Well, I think we have just seen another reason not to have humans on the flight deck............
An erroneous conclusion drawn from an outlier.
Not a good use of the scientific method you chirped about a few pages back.
More recently, the AD covering the A320 AoA signal fault was to address a death dealer that has to be overcome by fleshy cockpit occupants.
The 30+ known Unreliable Airspeed anomalies that didn't lead to crashes (this ref is to AF 447) were overcome and mitigated by fleshy cockpit occupants.

The toxic cultural environment of today, toxic culture within an organization driven by the min max imperative (as the airline industry seems to be in a general sense), and the potentially toxic cockpit culture within a given crew on a given day are symptoms of a belief systems: the primacy of rules and of if / then statements.
If you want to look at root causes for a safety case, look at culture (writ large) and culture (organizational).
I'll put this to you, Tourist, that the overmathematicization of modern ivilization has led to a min/max attitude that ended up in events like Calgon, and is cousin to the belief that "if we just had another law" or "if we just had another rule" we'd make it better. In some ways, use of those tools has made something like automotive design, fuel efficiency, and road network management better. Min-Max, sadly, leaves out most people, since most people exist within the 3 sigmas of the bell curve. Most people aren't min, and aren't max.

The post provided a few pages back about the Y2K discovery process in a serious IT system should give you pause in your belief in computer programs as anything other than tools for meaty, fleshy, human beings.

As to military flying: I got to use a variety of kit, from CR2's to tube radios to NDB's to some pretty fancy digital cockpit devices by the time I left Naval Aviation.
The one common factor in them all (save the CR2) was that now and again, you had to turn the sumbitch off and turn it on again as a trouble shooting step when it acted up. That was the meat system, me, overcoming the machine system in order to get it to work.

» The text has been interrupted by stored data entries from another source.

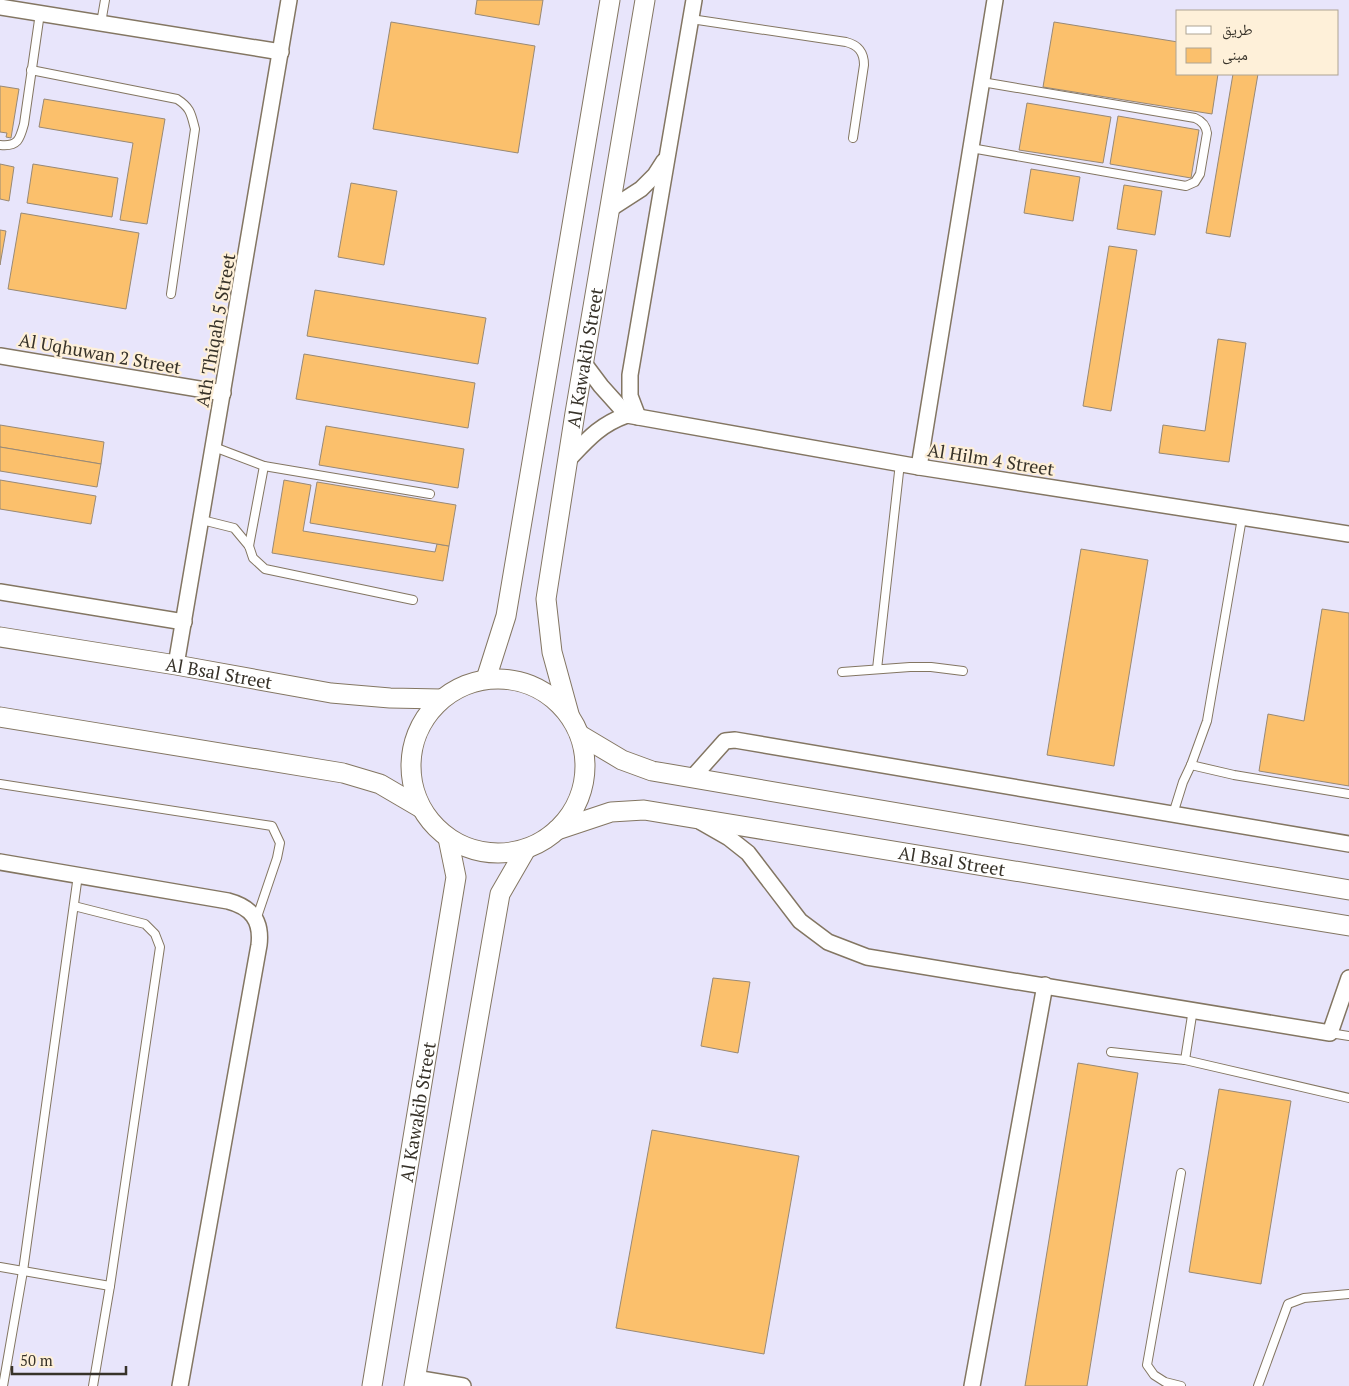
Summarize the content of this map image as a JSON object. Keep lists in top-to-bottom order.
{
  "streets": {
    "street": [
      "Ath Thiqah 5 Street",
      "Al Uqhuwan 2 Street",
      "Al Kawakib Street",
      "Al Hilm 4 Street",
      "Al Bsal Street"
    ]
  },
  "crossings": [
    ["Ath Thiqah 5 Street", "Al Uqhuwan 2 Street"],
    ["Ath Thiqah 5 Street", "Al Bsal Street"],
    ["Al Kawakib Street", "Al Bsal Street"]
  ],
  "legend": ["طريق", "مبنى"],
  "scale_bar": "50 m"
}
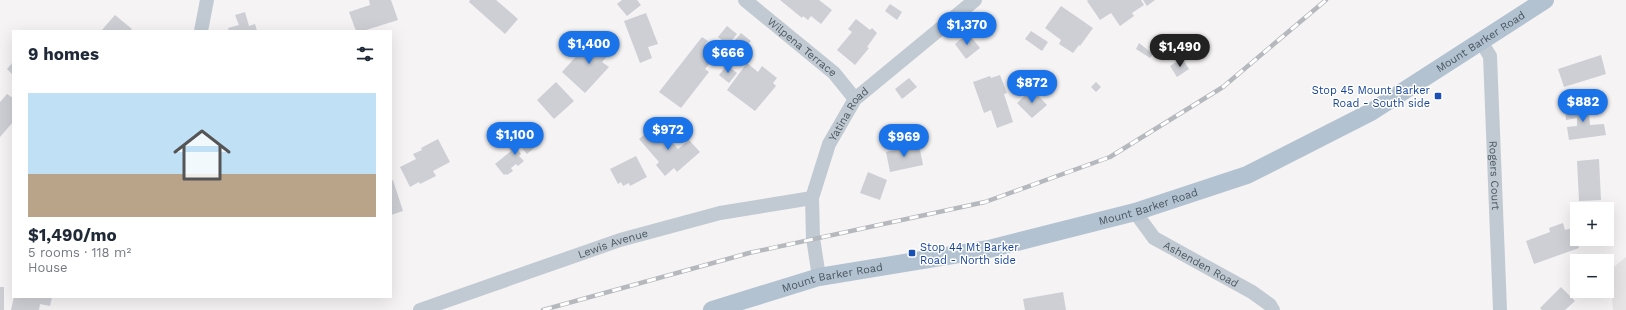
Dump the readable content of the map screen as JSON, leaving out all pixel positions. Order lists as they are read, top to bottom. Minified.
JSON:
{"streets":{"main road":["Mount Barker Road"],"street":["Wilpena Terrace","Yatina Road","Rogers Court","Lewis Avenue","Ashenden Road"]},"crossings":[["Mount Barker Road","Yatina Road"],["Mount Barker Road","Rogers Court"],["Mount Barker Road","Ashenden Road"],["Wilpena Terrace","Yatina Road"],["Yatina Road","Lewis Avenue"]],"places":{"transit":["Stop 45 Mount Barker Road - South side","Stop 44 Mt Barker Road - North side"]},"page":{"price":["$1,370","$1,400","$1,490","$666","$872","$882","$972","$1,100","$969"],"heading":"9 homes","list":[{"name":"$1,490/mo","note":"5 rooms · 118 m² · House"}],"map_buttons":["+","−"]}}
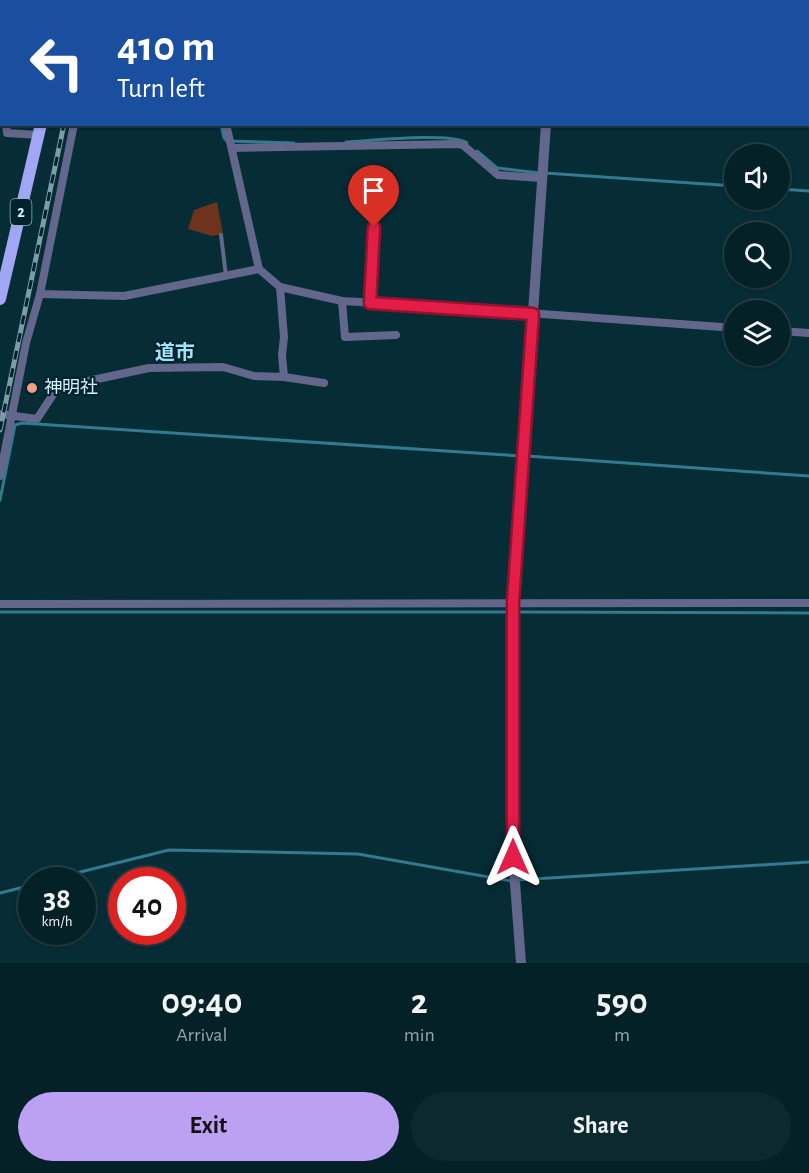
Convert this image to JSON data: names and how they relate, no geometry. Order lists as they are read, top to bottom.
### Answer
{
  "streets": {
    "main road": ["2"]
  },
  "districts": ["道市"],
  "places": ["神明社"],
  "page": {
    "turn": ["410 m", "Turn left"],
    "speed": "38 km/h",
    "limit": "40",
    "eta": [
      "09:40",
      "Arrival",
      "2",
      "min",
      "590",
      "m"
    ],
    "buttons": ["Exit", "Share"]
  }
}
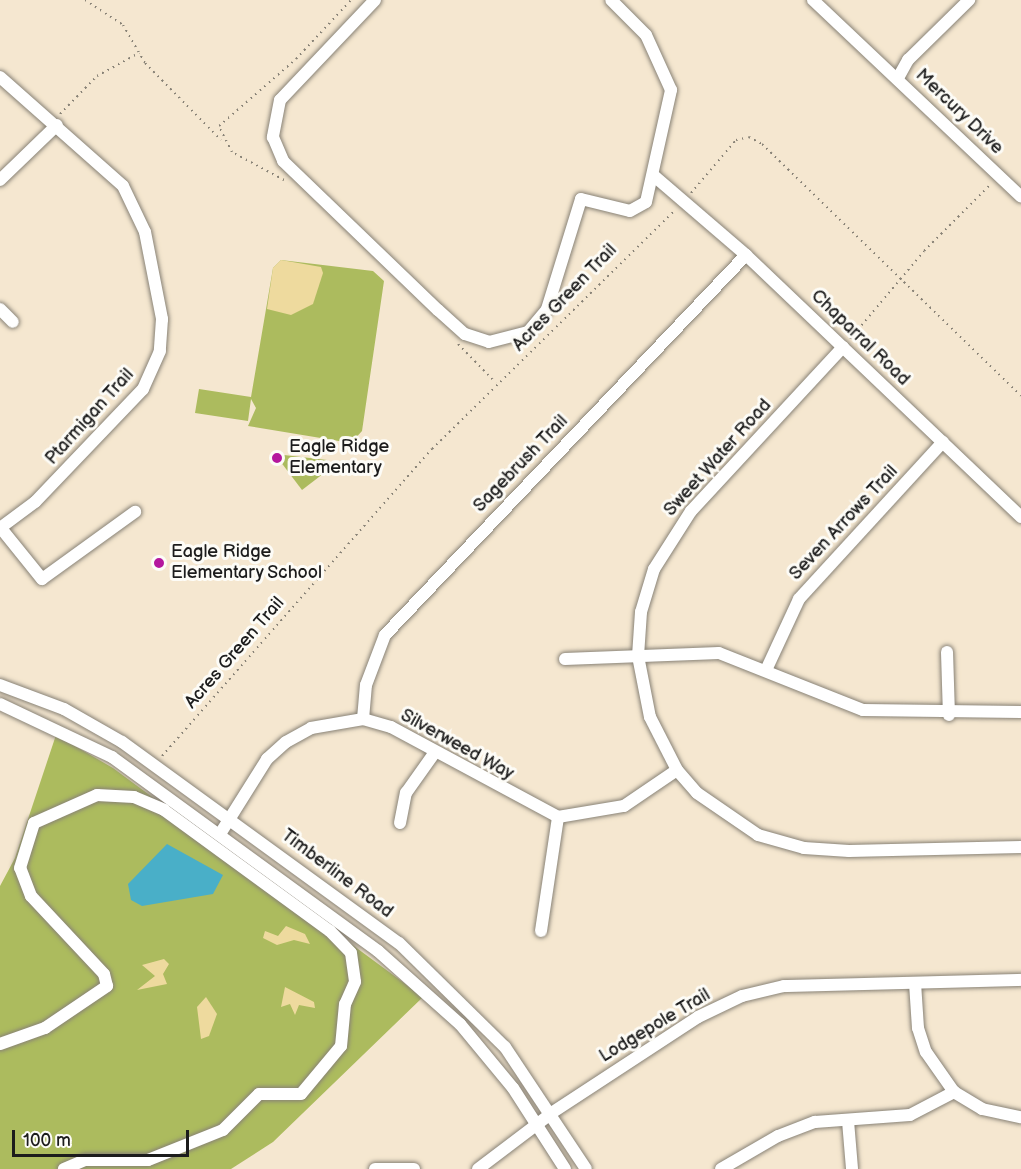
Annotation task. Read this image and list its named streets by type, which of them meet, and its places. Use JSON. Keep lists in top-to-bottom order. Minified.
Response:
{"streets":{"street":["Mercury Drive","Chaparral Road","Ptarmigan Trail","Sweet Water Road","Sagebrush Trail","Seven Arrows Trail","Silverweed Way","Timberline Road","Lodgepole Trail"],"path":["Acres Green Trail"]},"crossings":[["Acres Green Trail","Chaparral Road"],["Acres Green Trail","Timberline Road"],["Chaparral Road","Sweet Water Road"],["Chaparral Road","Sagebrush Trail"],["Chaparral Road","Seven Arrows Trail"],["Sagebrush Trail","Silverweed Way"],["Timberline Road","Lodgepole Trail"]],"places":["Eagle Ridge Elementary","Eagle Ridge Elementary School"],"scale_bar":"100 m"}
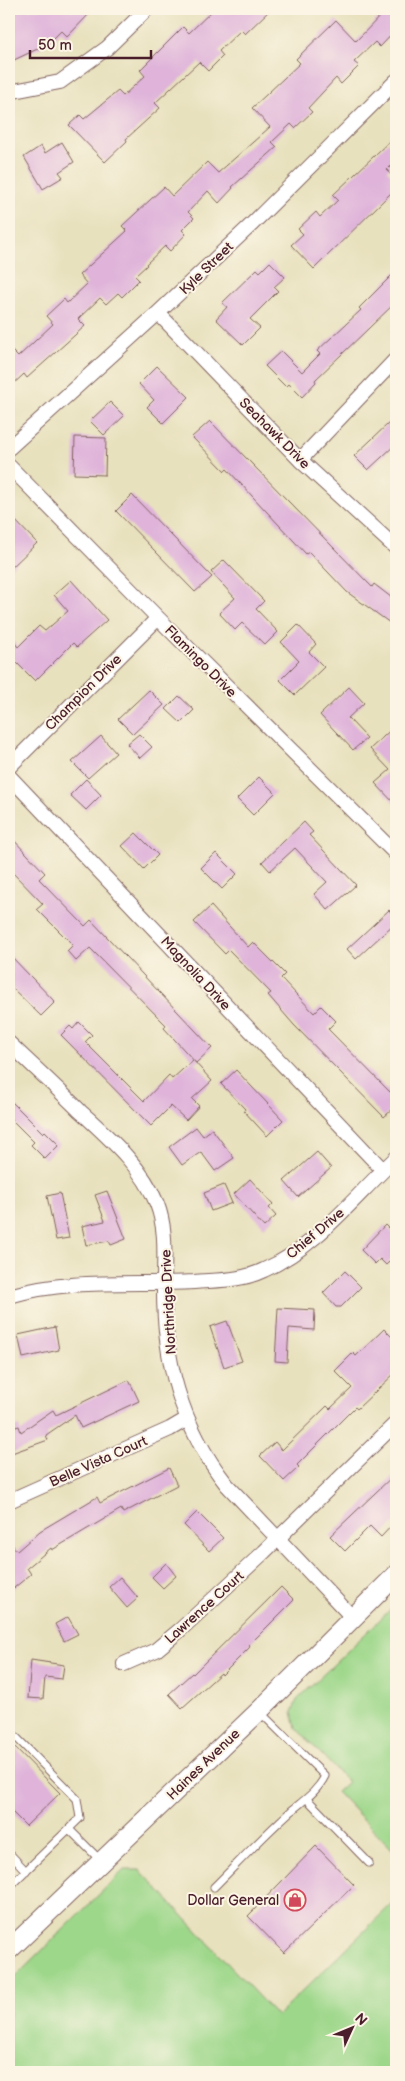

For those systems that you couldn't, like the engine power sharing system for the 2 T-700 engines on a Seahawk, it was a bit frustrating to note that a comparatively simple control system like that took years to trouble shoot by the engineers and patent holders of the systems and sub systems involved to get spurious inputs out of the system that led to, among other things, un-commanded engine shut downs in flight.

At one point while this electronic mess was being untangled by the card carrying smart guys, the Pacific Fleet curtailed certain hover training evolutions. That's right, for a while some of our training that involved hovering over water, which is a fundamental helicopter thing, was taken off the books until some of the electronic problems were identified and overcome.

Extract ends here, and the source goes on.